給食費免除はマイナンバーカード取得世帯に限定 国会で賛否

岡山県備前市は、新年度から小中学校の給食費などを免除する対象を、マイナンバーカードを取得した世帯に限定する方針ですが、小中学生の学校がない日の昼食代の補助などについても、対象をカードの取得世帯に限る方針を決めました。

これは2月14日、備前市の吉村武司市長が、新年度・令和5年度の当初予算案の説明の中で明らかにしました。

備前市は子育て世帯を支援しようと、今年度から市内の小中学校の給食費や、子ども園や保育園の保育料などを一律で免除していますが、新年度は免除の対象を、家族全員がカードを取得した世帯に限る方針です。

これに加えて、土・日や夏休みなど学校がない日の昼食代として、小中学生1人につき1日300円程度を補助したり、生後6か月から3歳までの子どもを家庭で保育する世帯に対し、1人につき月額3万円を支給したりする、新年度からの新たな子育て支援事業についても、対象をカードの取得世帯に限定する方針を決めました。

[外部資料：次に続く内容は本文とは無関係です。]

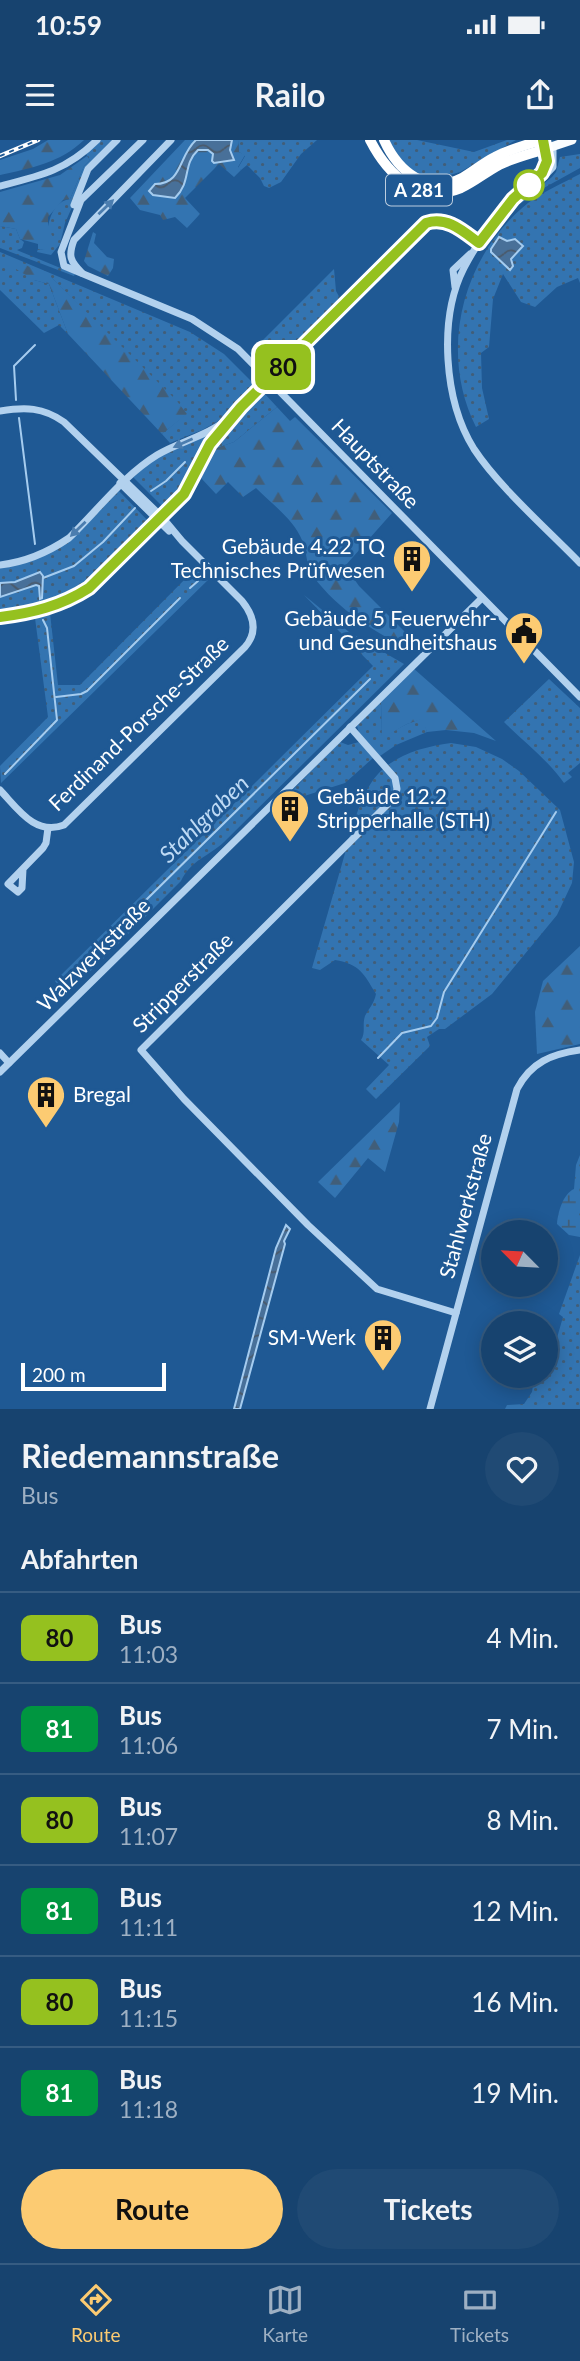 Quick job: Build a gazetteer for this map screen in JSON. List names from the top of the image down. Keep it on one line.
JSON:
{"streets":{"highway":["A 281"],"street":["Hauptstraße","Ferdinand-Porsche-Straße","Walzwerkstraße","Stripperstraße","Stahlwerkstraße"]},"crossings":[["Hauptstraße","Walzwerkstraße"],["Walzwerkstraße","Stripperstraße"],["Stripperstraße","Stahlwerkstraße"]],"water":["Stahlgraben"],"places":{"building":["Gebäude 4.22 TQ Technisches Prüfwesen","Gebäude 12.2 Stripperhalle (STH)","Bregal","SM-Werk"],"public building":["Gebäude 5 Feuerwehr- und Gesundheitshaus"]},"lines":["bus line 80"],"scale_bar":"200 m","north":"top left","page":{"status":"10:59","header":"Railo","on_map":"80","scale":"200 m","heading":[["Riedemannstraße","Bus"],"Abfahrten"],"list":[{"mark":"80","name":"Bus","note":"11:03","value":"4 Min."},{"mark":"81","name":"Bus","note":"11:06","value":"7 Min."},{"mark":"80","name":"Bus","note":"11:07","value":"8 Min."},{"mark":"81","name":"Bus","note":"11:11","value":"12 Min."},{"mark":"80","name":"Bus","note":"11:15","value":"16 Min."},{"mark":"81","name":"Bus","note":"11:18","value":"19 Min."}],"buttons":["Route","Tickets"],"tabs":["Route","Karte","Tickets"]}}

吉村市長は「給食費は本来、徴収するのが全国的にもスタンダードになっているので、一律免除の制度をいったん元に戻し、マイナンバーカード取得のインセンティブにしたい。国が進めるデジタル構想を実現するには、カードの普及が欠かせない」と方針の理由を説明しました。
備前市は、関連する条例案や予算案を、2月20日から始まる2月定例市議会に提出することにしています。

立民 備前市の方針を批判

こうした備前市の方針について、国会で議論が交わされました。

立憲民主党は、衆議院本会議で「カードを取得していないことを理由に、行政サービスで不利益をこうむるのは、取得の強制にもつながり、制度の趣旨に反している」と備前市の方針を批判し、政府の見解をただしました。

河野デジタル相 “取得者にメリット提供考えうる”

これに対して、河野デジタル大臣は、一般論としたうえで「マイナンバーカードの普及を推進し、活用してもらうことで、行政サービスの効率化や住民サービスの向上につながることが期待される。自治体で、マイナンバーカードを取得した人にメリットを提供することは考えうる」と述べました。

松本総務相 “サービス停止を要請したことない”

一方、松本総務大臣は「各自治体で、住民の意見や議会での議論などを踏まえて判断いただきたい。カードを取得していない人に対して特定のサービスを停止するよう自治体に要請したことはない」と述べました。